EXERCISE DETAILS »
Without changing anything, transcribe all of the entries.

Stored data
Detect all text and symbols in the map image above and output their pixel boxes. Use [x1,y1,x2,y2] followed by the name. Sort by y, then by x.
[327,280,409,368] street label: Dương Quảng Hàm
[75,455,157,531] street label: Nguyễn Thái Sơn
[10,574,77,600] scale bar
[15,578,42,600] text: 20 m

ANSWER BOX »
Detect all text and symbols in the map image above and output their pixel boxes. Use [x1,y1,x2,y2] followed by the name. Sort by y, then by x.
[327,280,409,368] street label: Dương Quảng Hàm
[75,455,157,531] street label: Nguyễn Thái Sơn
[10,574,77,600] scale bar
[15,578,42,600] text: 20 m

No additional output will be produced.